Felix desenhou um círculo no ar com a varinha, fazendo com que as folhas se unissem ponta a ponta, colando-se magicamente.

Depois, bateu a varinha na bancada, e o exército de "palavras" fundiu-se ao pergaminho, fazendo aparecer os termos, ordenados de forma meticulosa.

Quando tudo terminou, o longo pergaminho — ou melhor, o rolo de pergaminho — enrolou-se sozinho, transformando-se num pergaminho mágico.

"Ploc!"

Ele caiu sobre a bancada.

"Tome, Harry. Ainda bem que conheço alguns feitiços pouco usuais", disse Felix, sorrindo.

"Como se usa isso, professor?"

"Ele pode armazenar suas pronúncias em língua das cobras — mas, claro, você terá de tocar com a varinha no termo correspondente antes de usar. Também retirei alguns termos em inglês. Afinal, o dicionário tem dezenas de milhares de palavras, e muitas delas são inúteis."
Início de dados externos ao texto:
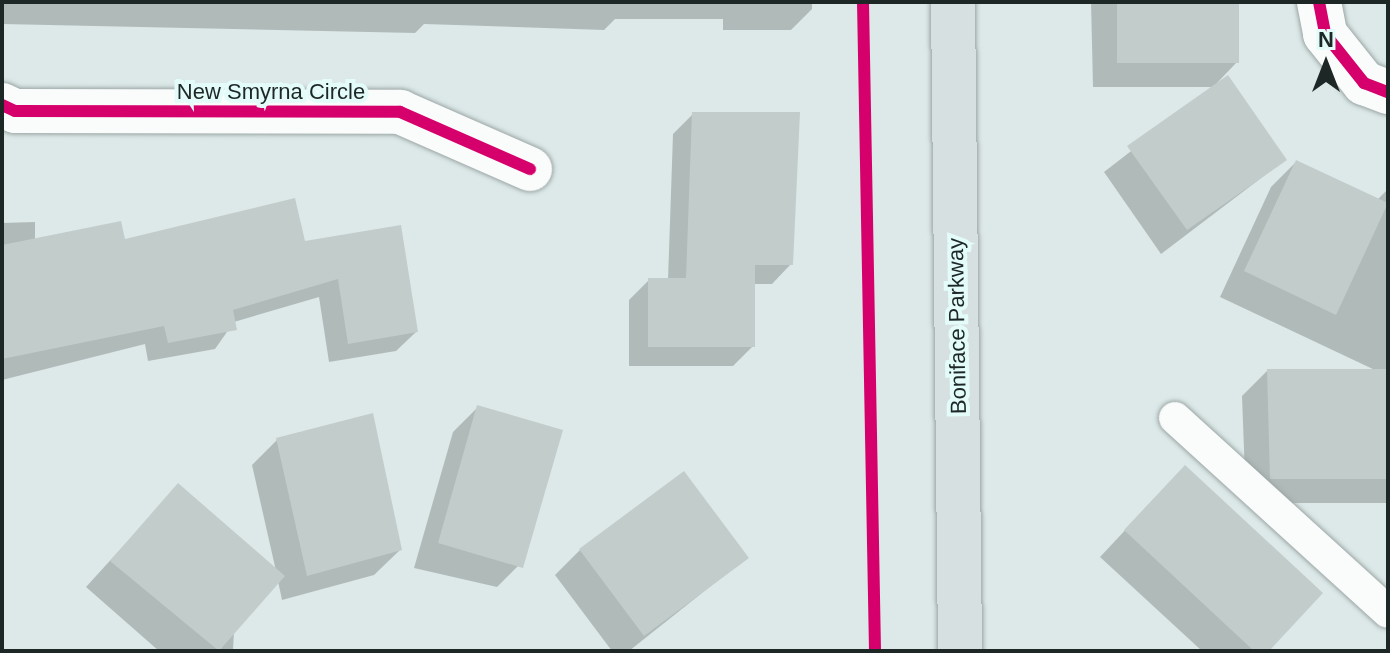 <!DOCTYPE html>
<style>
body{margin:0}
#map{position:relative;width:1390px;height:653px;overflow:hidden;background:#dce9e8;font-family:Arial,sans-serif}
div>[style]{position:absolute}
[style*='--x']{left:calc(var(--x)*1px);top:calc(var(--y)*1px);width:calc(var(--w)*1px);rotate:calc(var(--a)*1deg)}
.shadow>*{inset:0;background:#0003}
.building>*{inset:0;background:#c2cccb}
.roads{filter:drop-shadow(0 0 2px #9ca6a5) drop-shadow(0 0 2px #9ca6a5)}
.service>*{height:32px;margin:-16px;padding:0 16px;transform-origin:16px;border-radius:16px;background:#fafcfc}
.minor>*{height:44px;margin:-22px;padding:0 22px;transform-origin:22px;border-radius:22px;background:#fafcfc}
.primary>*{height:44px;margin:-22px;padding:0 22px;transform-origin:22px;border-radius:22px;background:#d7e0e0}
.cycleway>*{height:12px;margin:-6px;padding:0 6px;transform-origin:6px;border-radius:6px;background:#d6006c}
span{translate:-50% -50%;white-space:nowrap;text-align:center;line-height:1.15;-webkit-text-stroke:8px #e3fcfa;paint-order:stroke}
.street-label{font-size:22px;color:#1d2726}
.frame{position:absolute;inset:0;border:4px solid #1d2726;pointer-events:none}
.north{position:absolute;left:1286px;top:24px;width:80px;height:80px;-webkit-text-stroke:6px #e3fcfa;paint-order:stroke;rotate:0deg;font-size:22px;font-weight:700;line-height:32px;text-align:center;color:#1d2726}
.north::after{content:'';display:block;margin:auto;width:28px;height:36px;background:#1d2726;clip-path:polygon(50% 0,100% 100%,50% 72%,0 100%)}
</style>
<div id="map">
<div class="shadow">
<i style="clip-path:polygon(2px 2px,812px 2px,812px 9px,791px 30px,723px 30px,723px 19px,615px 19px,604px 30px,424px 24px,415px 33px,2px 24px)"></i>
<i style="clip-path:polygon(1091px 2px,1236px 2px,1237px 62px,1217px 83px,1285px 160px,1161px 254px,1104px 172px,1214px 87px,1093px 87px)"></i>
<i style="clip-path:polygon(1387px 2px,1388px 2px,1388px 62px,1387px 62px)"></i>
<i style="clip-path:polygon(693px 114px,798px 114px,791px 264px,772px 284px,753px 284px,753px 346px,733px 366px,629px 366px,629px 300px,649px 280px,668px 280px,673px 134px)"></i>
<i style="clip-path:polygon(1296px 162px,1377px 200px,1388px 189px,1388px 503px,1246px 503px,1242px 396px,1267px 371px,1377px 371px,1220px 297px,1271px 187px)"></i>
<i style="clip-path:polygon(35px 222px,35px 240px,304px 243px,416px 332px,396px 351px,329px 362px,319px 297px,234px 322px,215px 349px,148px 361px,145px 344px,2px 380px,2px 223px)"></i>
<i style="clip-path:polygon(478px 407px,522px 562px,497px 587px,414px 568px,453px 432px)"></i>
<i style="clip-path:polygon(277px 440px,400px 550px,374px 575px,282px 600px,278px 581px,234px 631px,233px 651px,159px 651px,86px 587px,178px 486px,276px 571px,252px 465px)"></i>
<i style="clip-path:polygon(1160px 493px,1266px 651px,1202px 651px,1100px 557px)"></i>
<i style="clip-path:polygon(580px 550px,746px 558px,629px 651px,612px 651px,555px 575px)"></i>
</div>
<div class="building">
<i style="clip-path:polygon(1117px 2px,1239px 2px,1239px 63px,1117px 63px)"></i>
<i style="clip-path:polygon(1228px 75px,1287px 160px,1187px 230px,1127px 146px)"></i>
<i style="clip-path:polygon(692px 112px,800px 112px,793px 265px,755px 265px,755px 347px,648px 347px,648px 278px,686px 278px)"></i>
<i style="clip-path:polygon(1296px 160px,1388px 203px,1336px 315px,1244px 271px)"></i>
<i style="clip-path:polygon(295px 198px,305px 241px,401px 225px,418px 332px,348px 344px,338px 279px,233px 310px,237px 330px,168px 343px,164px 326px,2px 359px,2px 245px,121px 221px,125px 239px)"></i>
<i style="clip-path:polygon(1267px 369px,1388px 369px,1388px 479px,1270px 479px)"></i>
<i style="clip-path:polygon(477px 405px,563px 430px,523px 568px,438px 543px)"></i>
<i style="clip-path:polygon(373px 413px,402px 550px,307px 576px,276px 438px)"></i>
<i style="clip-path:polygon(1185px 465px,1323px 593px,1269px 651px,1254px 651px,1124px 530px)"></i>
<i style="clip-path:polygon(684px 471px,749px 558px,644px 636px,579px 549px)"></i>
<i style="clip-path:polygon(178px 483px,285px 576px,219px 651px,110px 561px)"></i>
</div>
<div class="roads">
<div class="service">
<i style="--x:1175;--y:418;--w:288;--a:42.3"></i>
</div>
<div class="minor">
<i style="--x:1319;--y:2;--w:33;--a:79"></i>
<i style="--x:1325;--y:34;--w:63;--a:51.5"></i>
<i style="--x:1364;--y:83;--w:26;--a:21"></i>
<i style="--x:2;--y:105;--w:14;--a:25"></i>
<i style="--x:15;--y:111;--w:385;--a:0.1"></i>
<i style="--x:400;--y:112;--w:142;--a:23.7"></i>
</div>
<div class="primary">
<i style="--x:953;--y:2;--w:649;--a:89.38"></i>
</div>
</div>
<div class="cycleway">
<i style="--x:863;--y:2;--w:649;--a:88.94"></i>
<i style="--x:1319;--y:2;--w:33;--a:79"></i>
<i style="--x:1325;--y:34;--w:63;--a:51.5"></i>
<i style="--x:1364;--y:83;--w:26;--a:21"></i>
<i style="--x:2;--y:105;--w:14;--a:25"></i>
<i style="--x:15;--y:111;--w:385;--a:0.1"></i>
<i style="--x:400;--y:112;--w:142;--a:23.7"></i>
</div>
<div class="street-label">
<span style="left:271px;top:92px">New Smyrna Circle</span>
<span style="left:957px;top:326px;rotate:-91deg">Boniface Parkway</span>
</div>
<div class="frame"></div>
<div class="north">N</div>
</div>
Assim, durante o tempo restante, Harry abriu o pergaminho e foi traduzindo termo por termo — e dessa vez seu progresso foi bem mais rápido.

No escritório, a cada poucos segundos, ouvia-se um som rouco e sinistro.

Rony e Hermione, que no início ficaram desconfortáveis, logo se acostumaram e depois ficaram indiferentes — tudo isso em menos de uma hora.

Às nove horas, o Professor Haip os acompanhou até a saída. "Harry, procure um lugar discreto para registrar suas traduções. Caso tenha problemas, venha falar comigo."

Depois virou-se para Hermione: "Amanhã a aula de Runas Antigas está cancelada; surgiu um compromisso de última hora."

"Vou encontrar uma pessoa", disse o professor.